Most of the time, this results in no change. However, if some of
the operands are the same or inverses of each other, simplifications
will result."
The problem is that after it applies the distributive law it calls rtx
costs
to figure out whether the rtx became simpler. This rtx can get pretty
complex.
For example, on arm I've seen it try to cost:
(plus:SI (mult:SI (plus:SI (reg:SI 232 [ m1 ])
(const_int 1 [0x1]))
(reg:SI 232 [ m1 ]))
(plus:SI (reg:SI 232 [ m1 ])
(const_int 1 [0x1])))
which is never going to match anything on arm anyway, so why should the
costs function handle it?
In any case, I believe combine's design is such that it should first be
attempting to call
recog and split on the rtxes, and only if that succeeds should it be
making a target-specific
decision on which rtx to prefer. distribute_and_simplify_rtx goes
against that by calling
rtx costs on an unverified rtx in attempt to gauge its complexity.
This patch remedies that by removing the call to rtx costs and instead
manually performing
a relatively simple check on whether the resultant rtx was simplified.

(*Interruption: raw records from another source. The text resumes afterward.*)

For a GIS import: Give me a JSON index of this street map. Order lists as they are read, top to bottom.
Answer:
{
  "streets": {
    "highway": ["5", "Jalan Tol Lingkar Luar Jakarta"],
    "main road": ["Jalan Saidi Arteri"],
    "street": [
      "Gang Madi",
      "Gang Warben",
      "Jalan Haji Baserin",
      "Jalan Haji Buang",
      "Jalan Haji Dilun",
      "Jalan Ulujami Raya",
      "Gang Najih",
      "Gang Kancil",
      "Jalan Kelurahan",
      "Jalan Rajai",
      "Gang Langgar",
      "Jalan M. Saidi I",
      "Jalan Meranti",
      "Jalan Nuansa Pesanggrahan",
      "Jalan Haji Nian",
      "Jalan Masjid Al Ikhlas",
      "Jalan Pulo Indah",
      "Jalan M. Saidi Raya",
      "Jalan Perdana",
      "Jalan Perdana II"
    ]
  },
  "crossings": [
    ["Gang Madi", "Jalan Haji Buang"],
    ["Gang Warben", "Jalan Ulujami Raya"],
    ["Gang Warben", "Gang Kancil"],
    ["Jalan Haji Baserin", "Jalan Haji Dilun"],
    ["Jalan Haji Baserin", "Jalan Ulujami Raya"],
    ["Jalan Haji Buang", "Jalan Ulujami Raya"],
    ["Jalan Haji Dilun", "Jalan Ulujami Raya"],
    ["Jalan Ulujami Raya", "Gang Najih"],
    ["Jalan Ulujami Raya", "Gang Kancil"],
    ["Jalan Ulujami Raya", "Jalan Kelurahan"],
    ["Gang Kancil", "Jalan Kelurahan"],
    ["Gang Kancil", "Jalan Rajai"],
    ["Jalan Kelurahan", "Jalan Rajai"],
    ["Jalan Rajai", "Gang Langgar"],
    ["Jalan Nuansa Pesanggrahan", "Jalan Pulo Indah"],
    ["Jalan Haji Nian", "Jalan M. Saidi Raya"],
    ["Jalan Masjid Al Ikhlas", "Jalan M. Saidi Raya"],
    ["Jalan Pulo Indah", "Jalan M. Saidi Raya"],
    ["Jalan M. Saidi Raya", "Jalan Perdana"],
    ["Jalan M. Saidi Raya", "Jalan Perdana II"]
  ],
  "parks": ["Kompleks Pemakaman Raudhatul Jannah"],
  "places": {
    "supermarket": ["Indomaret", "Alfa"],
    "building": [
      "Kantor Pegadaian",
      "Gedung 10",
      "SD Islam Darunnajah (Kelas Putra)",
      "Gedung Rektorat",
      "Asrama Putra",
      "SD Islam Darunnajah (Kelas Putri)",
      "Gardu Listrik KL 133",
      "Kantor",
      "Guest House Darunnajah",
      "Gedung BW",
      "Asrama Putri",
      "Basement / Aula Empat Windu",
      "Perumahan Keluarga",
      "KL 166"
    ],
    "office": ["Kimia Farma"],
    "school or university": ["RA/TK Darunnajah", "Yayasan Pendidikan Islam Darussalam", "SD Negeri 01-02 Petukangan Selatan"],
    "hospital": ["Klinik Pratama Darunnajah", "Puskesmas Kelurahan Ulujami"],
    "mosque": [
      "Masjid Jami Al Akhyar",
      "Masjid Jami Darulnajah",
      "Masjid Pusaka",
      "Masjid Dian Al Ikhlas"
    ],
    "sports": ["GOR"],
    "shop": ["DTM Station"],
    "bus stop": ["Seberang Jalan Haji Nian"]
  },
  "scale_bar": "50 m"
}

That is, using the example
from the comment, whether (+ (* A C) (* B C)) still has + at the top and
* in the two operands.
This should give a good indication on whether any meaningful
simplification was made (The '+' and '*'
operators in the example can be any operators that can be distributed
over).
Initially, I wanted to just return the distributed version and let recog
reject the invalid rtxes
but that caused some code quality regressions on arm where the original
rtx would not recog but
would match a beneficial splitter, whereas the distributed rtx would not.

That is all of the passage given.